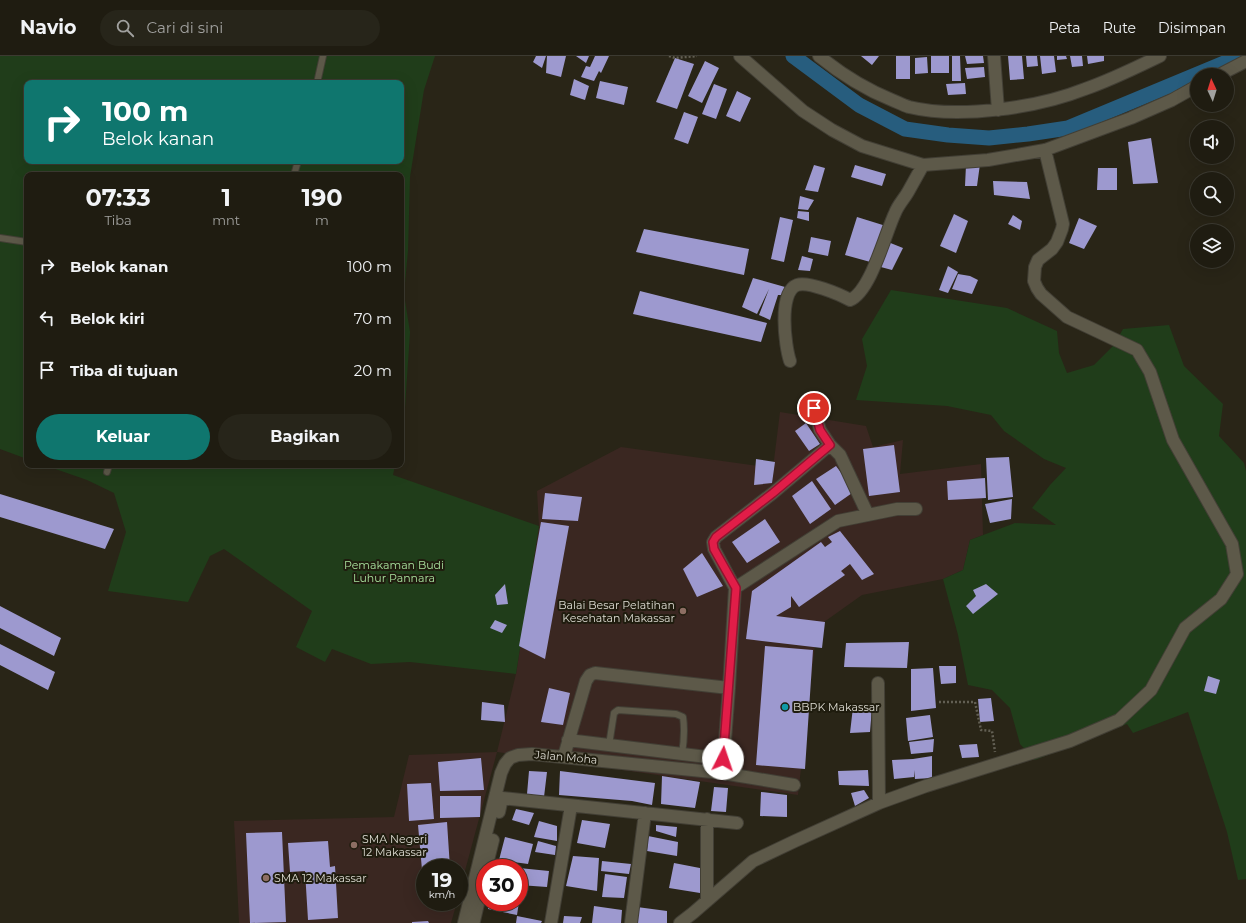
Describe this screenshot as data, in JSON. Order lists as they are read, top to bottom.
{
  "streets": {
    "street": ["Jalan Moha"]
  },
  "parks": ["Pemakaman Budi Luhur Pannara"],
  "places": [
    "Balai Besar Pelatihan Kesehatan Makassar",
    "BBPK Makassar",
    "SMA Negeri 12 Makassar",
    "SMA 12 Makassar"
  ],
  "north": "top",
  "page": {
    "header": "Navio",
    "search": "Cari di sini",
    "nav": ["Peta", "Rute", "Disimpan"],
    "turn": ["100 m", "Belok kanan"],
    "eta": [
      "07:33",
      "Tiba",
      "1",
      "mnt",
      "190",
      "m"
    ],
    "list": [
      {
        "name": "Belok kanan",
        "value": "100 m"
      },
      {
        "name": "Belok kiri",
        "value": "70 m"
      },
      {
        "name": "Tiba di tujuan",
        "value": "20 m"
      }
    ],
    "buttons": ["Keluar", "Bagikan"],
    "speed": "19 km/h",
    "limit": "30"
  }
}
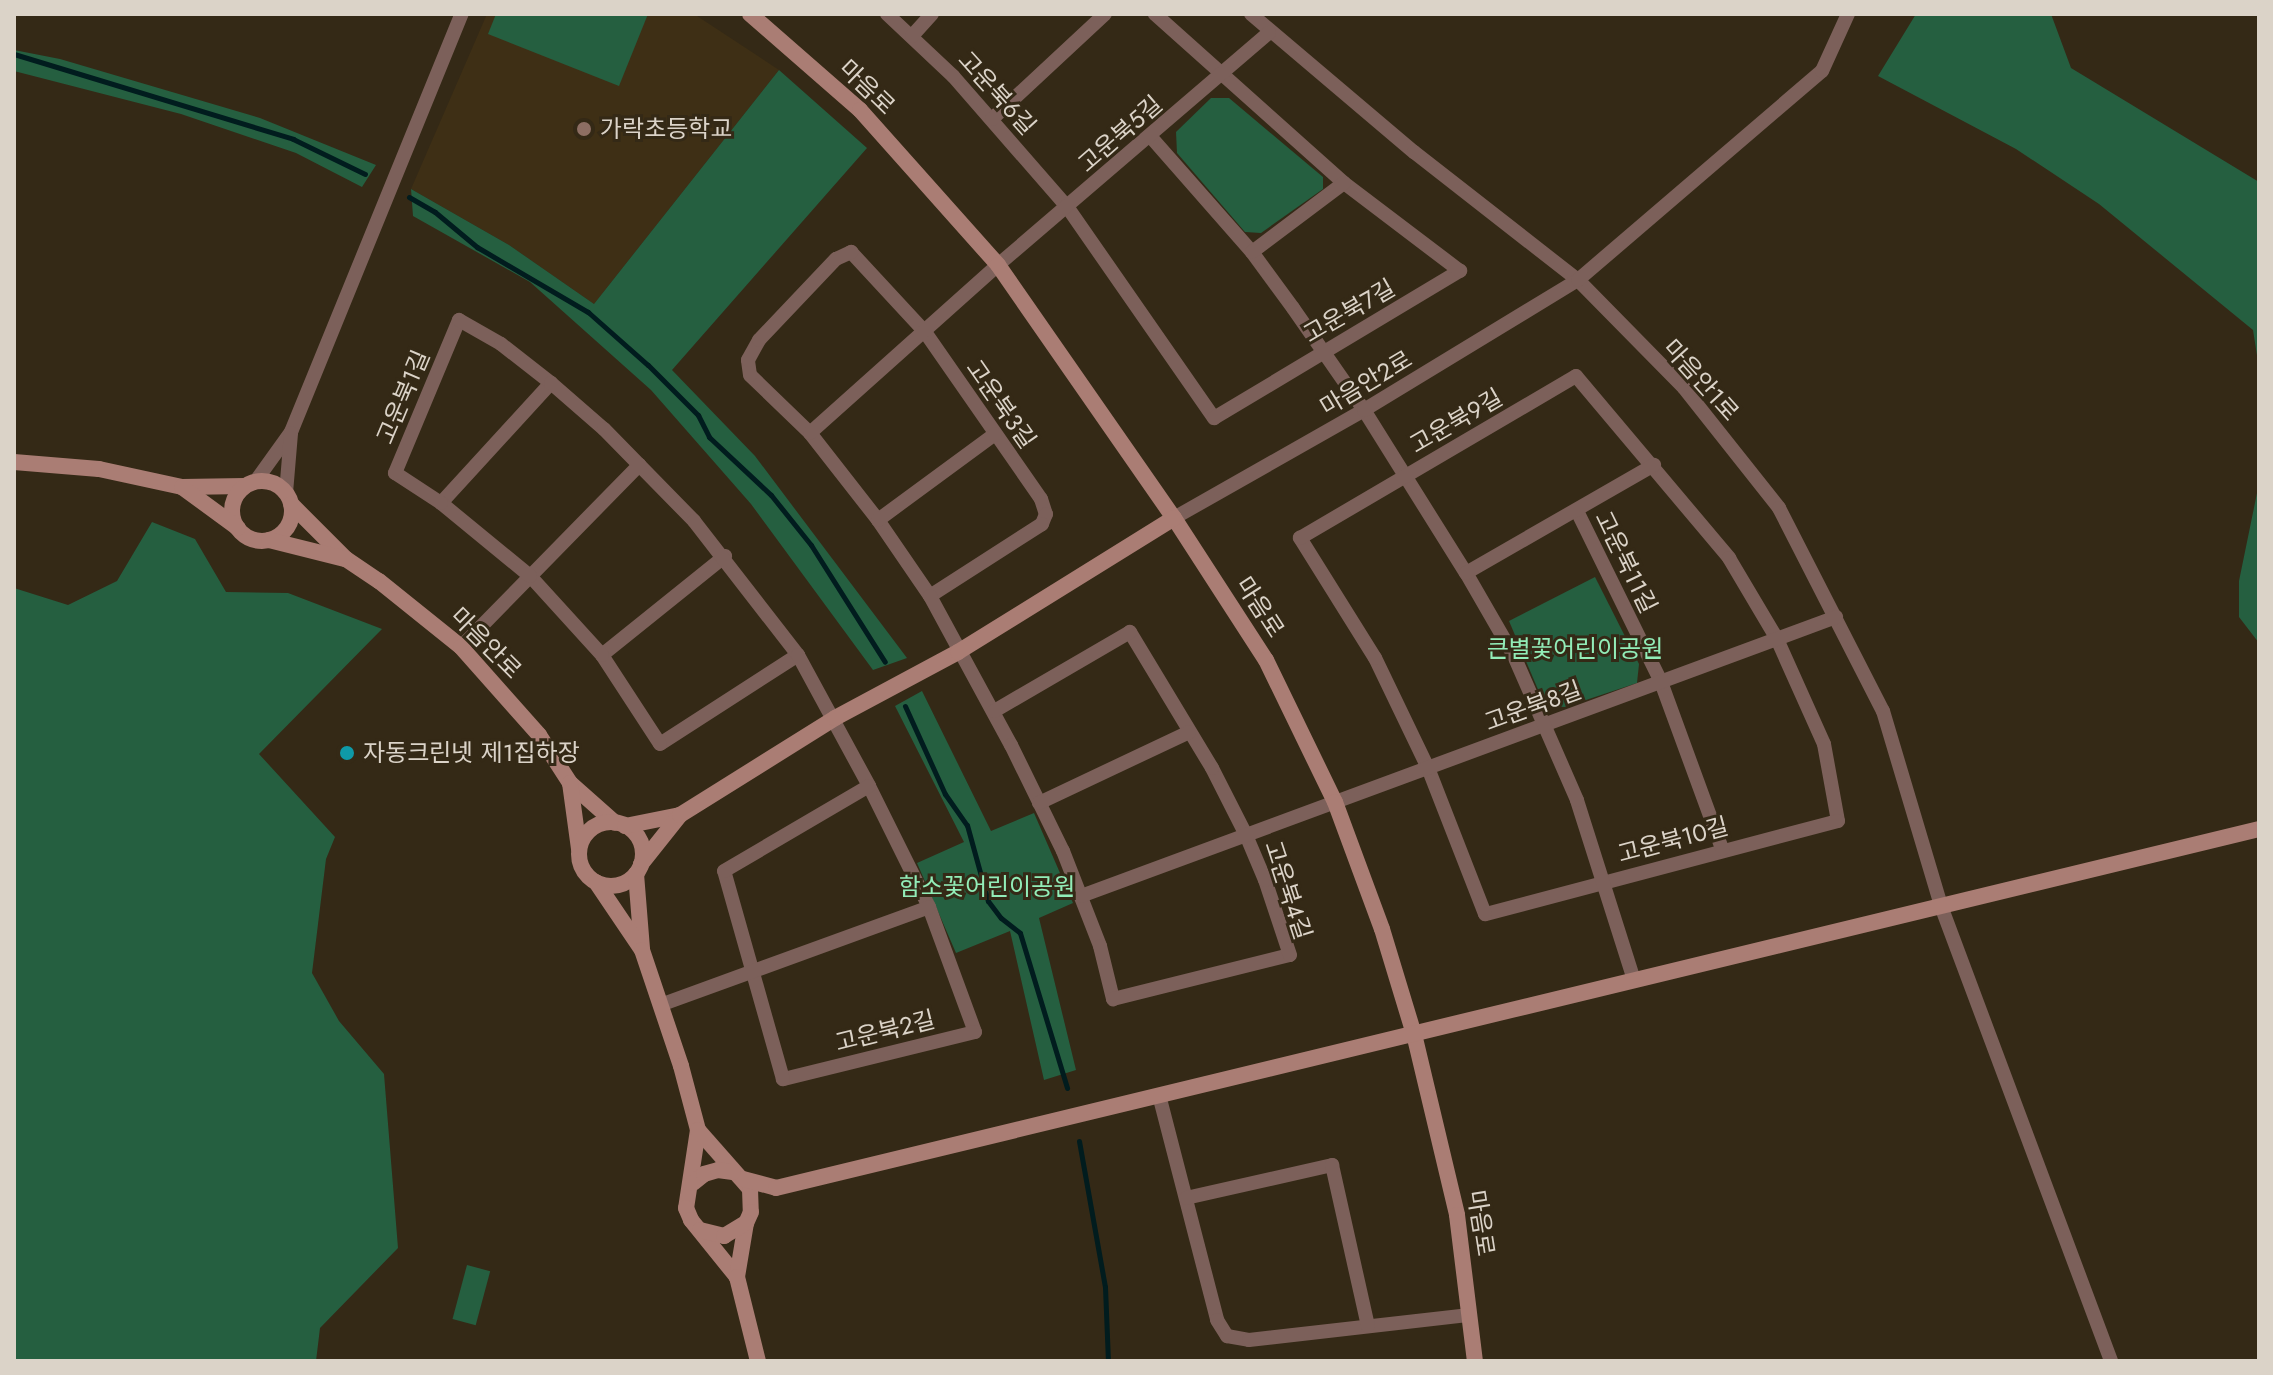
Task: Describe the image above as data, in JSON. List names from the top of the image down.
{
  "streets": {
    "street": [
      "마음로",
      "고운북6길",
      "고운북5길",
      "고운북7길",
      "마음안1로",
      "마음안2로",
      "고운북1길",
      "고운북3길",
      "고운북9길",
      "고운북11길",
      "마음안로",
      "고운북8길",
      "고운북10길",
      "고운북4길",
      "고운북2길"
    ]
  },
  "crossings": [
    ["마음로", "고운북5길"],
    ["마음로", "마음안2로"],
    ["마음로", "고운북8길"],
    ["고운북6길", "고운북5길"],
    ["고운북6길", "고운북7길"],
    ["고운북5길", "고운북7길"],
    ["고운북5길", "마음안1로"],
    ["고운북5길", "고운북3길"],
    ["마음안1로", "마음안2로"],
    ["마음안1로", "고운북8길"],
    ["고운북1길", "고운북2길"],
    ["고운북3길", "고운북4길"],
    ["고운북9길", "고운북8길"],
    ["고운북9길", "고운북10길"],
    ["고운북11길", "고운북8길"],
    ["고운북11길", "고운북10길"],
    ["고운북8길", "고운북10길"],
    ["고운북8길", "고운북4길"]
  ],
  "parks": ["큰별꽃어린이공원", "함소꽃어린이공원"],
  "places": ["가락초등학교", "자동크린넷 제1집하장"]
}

═══

• What you will do:
Could you copy every record exactly, without the pictures?

• Written solution:
Describe this screenshot as data, in JSON. Order lists as they are read, top to bottom.
{
  "streets": {
    "street": ["Jalan Moha"]
  },
  "parks": ["Pemakaman Budi Luhur Pannara"],
  "places": [
    "Balai Besar Pelatihan Kesehatan Makassar",
    "BBPK Makassar",
    "SMA Negeri 12 Makassar",
    "SMA 12 Makassar"
  ],
  "north": "top",
  "page": {
    "header": "Navio",
    "search": "Cari di sini",
    "nav": ["Peta", "Rute", "Disimpan"],
    "turn": ["100 m", "Belok kanan"],
    "eta": [
      "07:33",
      "Tiba",
      "1",
      "mnt",
      "190",
      "m"
    ],
    "list": [
      {
        "name": "Belok kanan",
        "value": "100 m"
      },
      {
        "name": "Belok kiri",
        "value": "70 m"
      },
      {
        "name": "Tiba di tujuan",
        "value": "20 m"
      }
    ],
    "buttons": ["Keluar", "Bagikan"],
    "speed": "19 km/h",
    "limit": "30"
  }
}
Task: Describe the image above as data, in JSON. List names from the top of the image down.
{
  "streets": {
    "street": [
      "마음로",
      "고운북6길",
      "고운북5길",
      "고운북7길",
      "마음안1로",
      "마음안2로",
      "고운북1길",
      "고운북3길",
      "고운북9길",
      "고운북11길",
      "마음안로",
      "고운북8길",
      "고운북10길",
      "고운북4길",
      "고운북2길"
    ]
  },
  "crossings": [
    ["마음로", "고운북5길"],
    ["마음로", "마음안2로"],
    ["마음로", "고운북8길"],
    ["고운북6길", "고운북5길"],
    ["고운북6길", "고운북7길"],
    ["고운북5길", "고운북7길"],
    ["고운북5길", "마음안1로"],
    ["고운북5길", "고운북3길"],
    ["마음안1로", "마음안2로"],
    ["마음안1로", "고운북8길"],
    ["고운북1길", "고운북2길"],
    ["고운북3길", "고운북4길"],
    ["고운북9길", "고운북8길"],
    ["고운북9길", "고운북10길"],
    ["고운북11길", "고운북8길"],
    ["고운북11길", "고운북10길"],
    ["고운북8길", "고운북10길"],
    ["고운북8길", "고운북4길"]
  ],
  "parks": ["큰별꽃어린이공원", "함소꽃어린이공원"],
  "places": ["가락초등학교", "자동크린넷 제1집하장"]
}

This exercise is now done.